Final Ruling: Sleeper

Jose Veras, HOU - ADP 237

I can safely say that when Tim Dierkes approached me about writing for RotoAuthority last season, never in my absolute wildest dreams did I imagine writing a post that focused on Fernando Rodney, Casey Janssen and Jose Veras. But here we are!

Veras will have the dubious task of protecting that roughly 40 games in which Houston will actually bring a lead into the ninth inning (sorry Astros fans). He's currently the 35th reliever coming off the board at MDC, and I assume he'll jump to 36th as Bobby Parnell will now leapfrog him with Frank Francisco temporarily on the shelf.

I'm well aware that the Astros are bad. I'm also aware that Veras doesn't exactly carry an illustrious Major League track record. Still, there's no justifiable reason to draft non-closers like Drew Storen, Ryan Cook and Kyuji Fujikawa ahead of him on Draft Day.

And really, there's some things to like about Veras. Over the past three seasons, his ERA/FIP/xFIP is a reasonable 3.73/3.68/3.84. To go along with a respectable ERA, Veras has a blazing 10.3 K/9. Sadly, the caveat is that that number is barely more than double his walk rate.

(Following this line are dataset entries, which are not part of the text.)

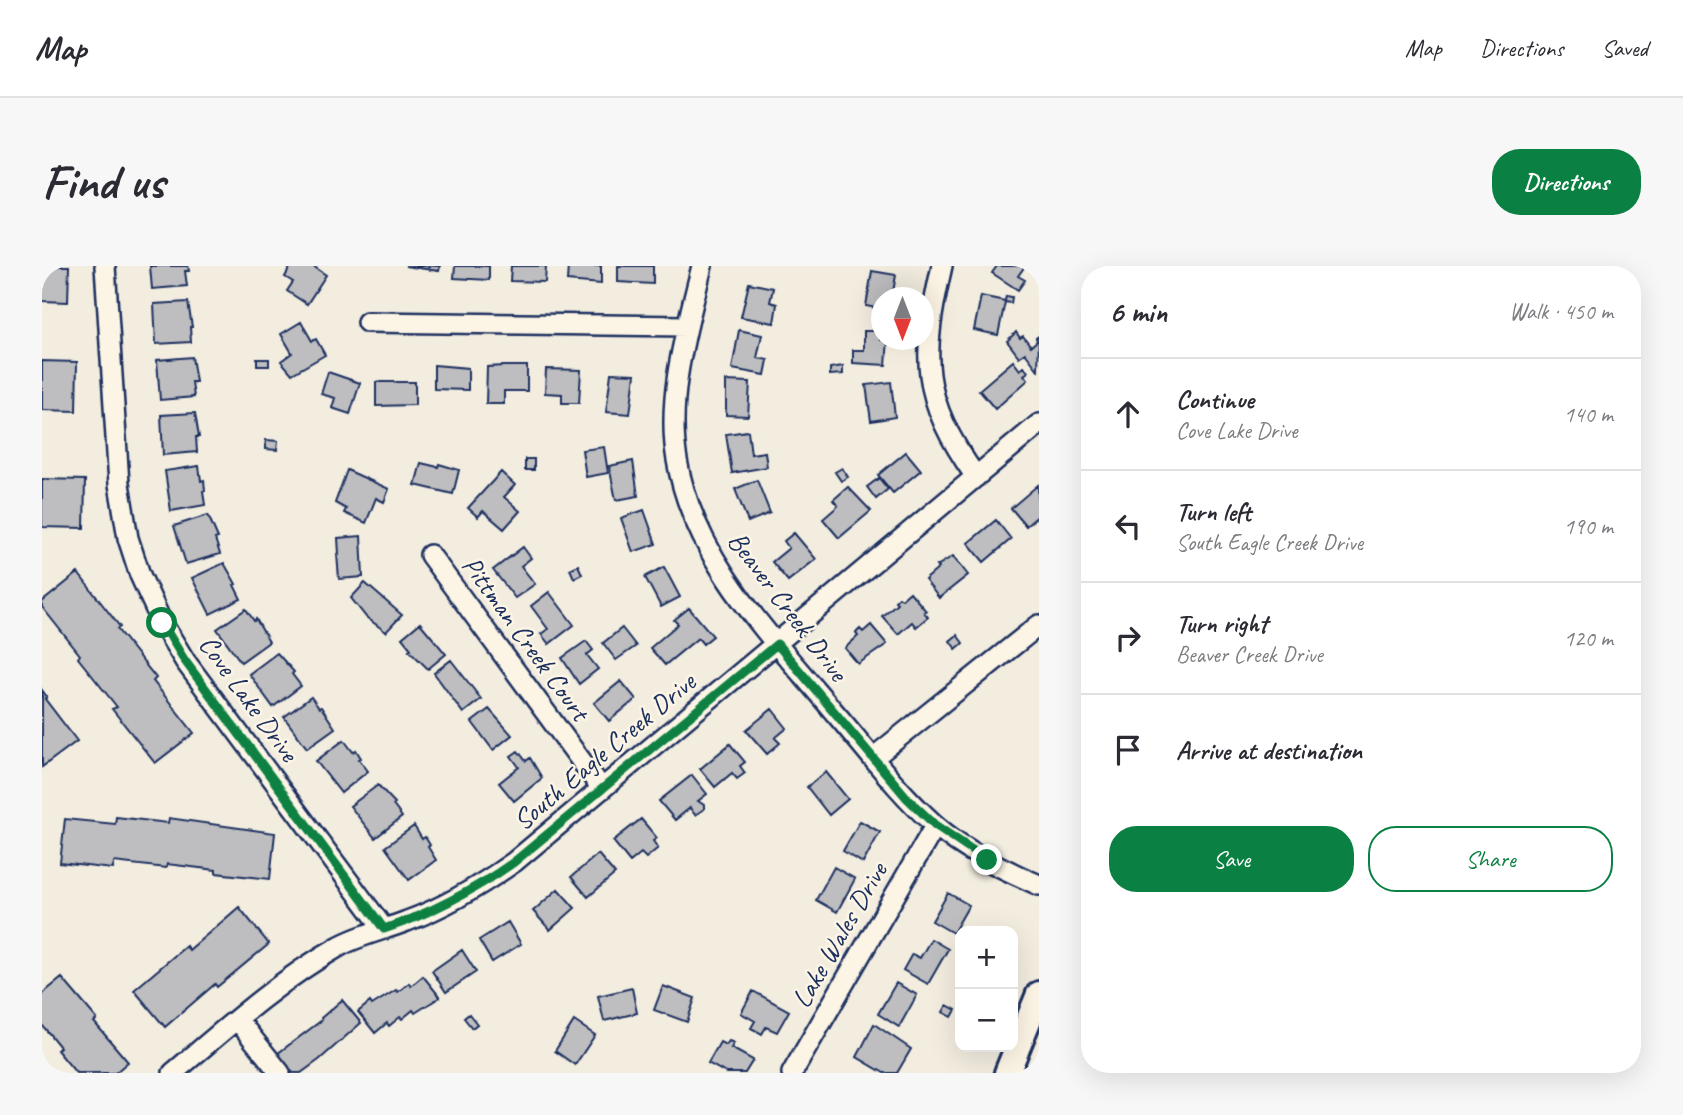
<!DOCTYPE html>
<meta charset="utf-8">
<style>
body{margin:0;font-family:Caveat,sans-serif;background:#f7f7f7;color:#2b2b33}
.controls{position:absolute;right:21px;bottom:21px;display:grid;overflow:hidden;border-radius:14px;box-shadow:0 7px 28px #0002}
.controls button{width:63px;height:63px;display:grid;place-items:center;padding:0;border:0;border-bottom:2px solid #e1e1e2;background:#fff;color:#2b2b33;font:35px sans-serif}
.compass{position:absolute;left:829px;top:21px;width:63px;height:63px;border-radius:50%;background:#fff;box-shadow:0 7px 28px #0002;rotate:180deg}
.stop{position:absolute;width:21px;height:21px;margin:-16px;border:5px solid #0b8043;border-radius:50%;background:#fff}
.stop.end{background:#0b8043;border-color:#fff;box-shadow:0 2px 7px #0008}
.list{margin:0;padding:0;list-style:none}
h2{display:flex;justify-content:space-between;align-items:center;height:91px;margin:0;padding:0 28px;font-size:30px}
h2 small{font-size:23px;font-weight:400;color:#7c7c81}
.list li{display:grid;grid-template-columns:46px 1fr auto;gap:21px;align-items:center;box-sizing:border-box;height:112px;padding:0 28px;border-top:2px solid #e1e1e2}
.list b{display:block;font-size:26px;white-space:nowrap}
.list p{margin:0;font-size:23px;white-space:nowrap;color:#7c7c81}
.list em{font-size:23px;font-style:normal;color:#7c7c81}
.actions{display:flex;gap:14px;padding:21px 28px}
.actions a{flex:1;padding:16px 0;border:2px solid #0b8043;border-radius:28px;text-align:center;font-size:24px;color:#0b8043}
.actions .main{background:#0b8043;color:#fff}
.icon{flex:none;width:38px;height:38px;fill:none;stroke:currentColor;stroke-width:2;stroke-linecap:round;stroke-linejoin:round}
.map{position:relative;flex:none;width:997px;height:807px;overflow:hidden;border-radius:28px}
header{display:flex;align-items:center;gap:42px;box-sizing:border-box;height:98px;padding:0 35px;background:#fff;border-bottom:2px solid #e1e1e2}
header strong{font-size:33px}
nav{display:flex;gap:38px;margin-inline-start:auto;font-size:24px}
.intro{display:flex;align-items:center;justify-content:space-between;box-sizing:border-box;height:168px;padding:0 42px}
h1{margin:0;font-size:49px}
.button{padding:18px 32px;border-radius:28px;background:#0b8043;color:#fff;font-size:24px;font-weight:700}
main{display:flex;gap:42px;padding:0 42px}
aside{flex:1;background:#fff;border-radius:28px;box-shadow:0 7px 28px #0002}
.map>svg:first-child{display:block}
.building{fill:#bebec0;stroke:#1b2f5e;stroke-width:2}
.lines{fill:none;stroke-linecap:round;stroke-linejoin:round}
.minor-casing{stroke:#1b2f5e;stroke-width:24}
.major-casing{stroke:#1b2f5e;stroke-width:30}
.minor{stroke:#fcf5e5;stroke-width:19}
.major{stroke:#fcf5e5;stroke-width:24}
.route{stroke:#0b8043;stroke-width:9}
.labels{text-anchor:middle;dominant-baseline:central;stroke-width:5;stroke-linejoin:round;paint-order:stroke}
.street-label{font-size:28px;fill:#1b2f5e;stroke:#fcf5e5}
</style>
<header>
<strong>Map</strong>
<nav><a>Map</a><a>Directions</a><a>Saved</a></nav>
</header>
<div class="intro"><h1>Find us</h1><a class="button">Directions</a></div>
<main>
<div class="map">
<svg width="997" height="807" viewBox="0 0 997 807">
<rect width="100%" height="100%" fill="#f3ede0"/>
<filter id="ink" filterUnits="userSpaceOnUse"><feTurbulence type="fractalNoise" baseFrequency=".0143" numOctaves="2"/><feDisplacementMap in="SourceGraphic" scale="14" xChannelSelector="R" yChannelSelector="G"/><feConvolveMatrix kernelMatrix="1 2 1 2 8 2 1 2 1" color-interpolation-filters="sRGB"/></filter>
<g filter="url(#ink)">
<path class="building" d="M0,0H27L26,36L0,35Z
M108,0H146L147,5H143L145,20L110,23Z
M249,0H271L284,9L265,38L245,25L251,16L243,11Z
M363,0H398L397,5Z
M413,0H447V14L412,12Z
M469,0H504L503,16L468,15Z
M526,0H559V18L525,15Z
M576,0H611V18L576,16Z
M955,0H983L976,10L983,14L976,24L950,7Z
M830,5L854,9L850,32H839V43L824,40Z
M707,17L731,22L728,36L735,38L732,57L699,51Z
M939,30L963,35L964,30L970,31L969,37L963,36L956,69L932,64Z
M146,36L150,61H148L149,76L114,78L112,38Z
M259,56L270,75L274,73L283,89L250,108L239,95L250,87L239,68Z
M697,64L720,69L715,92L726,94L723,109L690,103Z
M822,65H839V74H846L844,99L811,97V84H822Z
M974,66L978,72L981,70L989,80L995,75L994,72L997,70L996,104L983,87L977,91L965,75Z
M150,91L154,116H150L152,131L118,134L115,94Z
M215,93H227V100H215Z
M0,95L35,96L34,145L0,144Z
M971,95L978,104L982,101L986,106L982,109L986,114L953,143L937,124Z
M392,99L426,102V124L392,123Z
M462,100H485V125H462V138H444L445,101Z
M801,100V108L788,109V102Z
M504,103L539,104L537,137H520V128L503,127Z
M286,106L318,117L308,148L290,142L293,132L279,128Z
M569,107L593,108L588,148L564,146Z
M684,115L708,116L706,150L684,149Z
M334,116H373V139L334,140Z
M849,116L853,151L829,155L824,119Z
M153,147L157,171H154L155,186L121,189L119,149Z
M706,165L709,188L723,186L725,201L690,207L684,168Z
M224,174L236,175L235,184L224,183Z
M562,181L566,207L544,211L540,184Z
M864,186L879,204L851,227L836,209Z
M483,193H492V204H483Z
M591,195L596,230L574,234L567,200Z
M379,197L396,201L397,198L417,204L411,228L373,219Z
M157,200L159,215L162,214L163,225H161L163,239L129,245L123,205Z
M800,202L806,211L799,215L793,206Z
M305,204L347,223L342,236L334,232L324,257L302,247L304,243L293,237Z
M459,206L473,219L462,231L478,245L462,263L441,245L436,251L426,242Z
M837,212L846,223L834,233L825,221Z
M0,213L43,214L42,262L0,261Z
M715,214L728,247L706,256L693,223Z
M996,219L997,249L984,260L969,242Z
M806,221L829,245L797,272L781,253L796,240L791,234Z
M602,244L614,278L591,286L579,252Z
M166,249L176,272L173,273L178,288L144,298L132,260Z
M954,254L969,273L942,296L926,277Z
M752,267L774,293L746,315L730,296L747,282L742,275Z
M319,270L321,311L297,313L295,288H297L296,272Z
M481,281L489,292L479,300L493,318L473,332L451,304Z
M911,290L926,309L897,332L883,314L897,302L895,300Z
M182,297L194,318L192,319L199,333L168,348L150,312Z
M536,299L540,308L532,312L528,303Z
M622,301L638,331L619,341L603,311Z
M36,307L78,361L75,363L114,412L111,415L152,467L113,497L70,443L75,441L36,392L38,389L0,341V336Z
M323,317L360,349L344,366L324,351L309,332Z
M507,326L532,359L507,378L499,368L506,363L489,340Z
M868,326L884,345L882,346L886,351L874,361L870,356L856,368L840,350L855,337L853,335L857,331L860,333Z
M647,342L671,370L661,378L656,372L623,399L608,382L636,358L632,354Z
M204,343L212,355L214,353L227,376L199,396L175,363Z
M378,357L404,388L386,403L367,384L369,383L360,372Z
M829,359L845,378L816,398L803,382L816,370L814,367L818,363L821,366Z
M580,362L594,380L574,394L561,377Z
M915,369L921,377L914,383L908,375Z
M544,375L551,384L545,389L556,403L537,418L520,392Z
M235,387L252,406L250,408L259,420L231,441L207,408Z
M409,394L439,433L421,447L392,407Z
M579,415L594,433L567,455L552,437Z
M0,424L5,431L3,433L35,475L0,501Z
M269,431L277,442L279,441L293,462L265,482L242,451Z
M447,443L470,469L451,484L430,456Z
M730,443L745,462L733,472L738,477L725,488L704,464Z
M302,474L311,486L314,484L319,492L317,493L326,505L299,527L274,495Z
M688,478L703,496L698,500L703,507L695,513L690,507L673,521L658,503Z
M476,485L484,495L488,492L500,512L472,535L457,517L477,501L469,490Z
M784,506L806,533L787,549L765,521Z
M650,509L665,528L656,535L662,539V543L653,549L648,542L633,554L617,535Z
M336,519L353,537L351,539L360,551L333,572L308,540Z
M74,551L126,557L127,552L233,567L228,613L174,607V604L125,598L124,602L72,596L71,603L18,597L23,553L73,558Z
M599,553L615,572L611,575L616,582L604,592L599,587L588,596L571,575Z
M818,555L838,566L821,597L801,585Z
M372,560L380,573L383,571L388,579L386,581L394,594L367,614L343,581Z
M556,588L573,608L546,631L529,611Z
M792,601L813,613L795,646L774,634Z
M516,623L533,642L508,664L491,645Z
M906,627L927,639L911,667L890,655Z
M197,641L227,678L175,721L173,718L123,761L92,724L144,680L147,684Z
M466,656L479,678L450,696L437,674Z
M889,673L906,683L886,718L861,704L870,688L878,692Z
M420,684L434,706L404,726L390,705Z
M381,710L398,731L373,747L371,744L360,753L358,751L347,760L345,757L333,767L316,746L328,736L330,739L354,724L356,726L367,717L369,720Z
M20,712L55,753L52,756L86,796L73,807H34L15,784L18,781L0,759V728Z
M854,717L875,729L857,761L836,748Z
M621,720L653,732L645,756L612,744Z
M590,722L595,747L562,755L556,730Z
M711,725L747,745L735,766L724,761L720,768L709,762L713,755L699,747Z
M300,734L319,757L277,794L259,807H251L235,788L280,754L279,752Z
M905,739L914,744L910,751L901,746Z
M427,748L435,758L430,762L422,752Z
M532,755L553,769L533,799L513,785Z
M832,758L869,783L855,807H842L815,791Z
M687,775L692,777L689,782L711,794L703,807H684L666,797L678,776L684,779Z"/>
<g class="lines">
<defs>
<path id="minor" d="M63,0L77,218L86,272L98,309L120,357L143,395L342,663
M660,0C645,62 624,130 635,194C652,295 730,371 793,447C825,484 855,525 892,558C922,585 961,603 997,619
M900,0C879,92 878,131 934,211
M325,56L645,60
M388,289L560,523
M831,492L997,359
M195,753L238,807
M131,807C183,763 236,715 296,681C317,669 342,664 365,655C404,641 438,620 472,596L997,158
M750,807L893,560"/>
<path id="major" d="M965,807L997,728"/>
</defs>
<use href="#minor" class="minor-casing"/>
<use href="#major" class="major-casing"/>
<use href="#minor" class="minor"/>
<use href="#major" class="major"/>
</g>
</g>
<g class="lines" filter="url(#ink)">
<path class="route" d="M120,357L143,395L342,663C390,647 431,625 472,596L735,378L865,532L893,559L945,594"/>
</g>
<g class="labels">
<g class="street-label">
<text transform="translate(746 340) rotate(53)">Beaver Creek Drive</text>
<text transform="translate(484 372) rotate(54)">Pittman Creek Court</text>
<text transform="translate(207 432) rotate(54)">Cove Lake Drive</text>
<text transform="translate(562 485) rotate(-40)">South Eagle Creek Drive</text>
<text transform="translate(797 669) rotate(-60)">Lake Wales Drive</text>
</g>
</g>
</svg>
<div class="controls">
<button>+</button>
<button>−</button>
</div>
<svg class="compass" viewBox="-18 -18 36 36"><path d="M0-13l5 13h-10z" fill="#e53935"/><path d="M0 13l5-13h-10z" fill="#7c7c81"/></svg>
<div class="stop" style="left:120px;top:357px"></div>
<div class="stop end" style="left:945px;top:594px"></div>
</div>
<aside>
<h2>6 min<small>Walk · 450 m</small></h2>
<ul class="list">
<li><svg class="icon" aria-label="ahead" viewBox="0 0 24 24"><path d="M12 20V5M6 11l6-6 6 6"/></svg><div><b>Continue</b><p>Cove Lake Drive</p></div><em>140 m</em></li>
<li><svg class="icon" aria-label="left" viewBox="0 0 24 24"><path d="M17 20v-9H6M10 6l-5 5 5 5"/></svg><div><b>Turn left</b><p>South Eagle Creek Drive</p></div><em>190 m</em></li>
<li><svg class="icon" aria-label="right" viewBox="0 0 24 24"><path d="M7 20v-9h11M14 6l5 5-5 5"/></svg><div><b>Turn right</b><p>Beaver Creek Drive</p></div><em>120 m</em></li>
<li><svg class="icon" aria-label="arrive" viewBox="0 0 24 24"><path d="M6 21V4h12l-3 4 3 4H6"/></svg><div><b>Arrive at destination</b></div></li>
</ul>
<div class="actions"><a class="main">Save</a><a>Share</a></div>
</aside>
</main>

Veras is going to put his fair share of batters on base, but if the end result of the 2013 season resembles something like his 3.73 ERA, 1.34 WHIP and 10.3 K/9 over the past three years to go along with 20-25 saves, the 20th-round price tag currently attached to him will look like a bargain. Instead, he's going seven picks later than Bruce Rondon, who's never thrown a Major League pitch and has worse command at Double-A than Veras has in the Majors. Tyler Colvin, Oscar Taveras, Garrett Jones, Rondon, Cook and Fujikawa are just a few of the names going ahead of Veras whom I think he should leapfrog.

Final Ruling: Sleeper

All draft data courtesy of MockDraftCentral.com.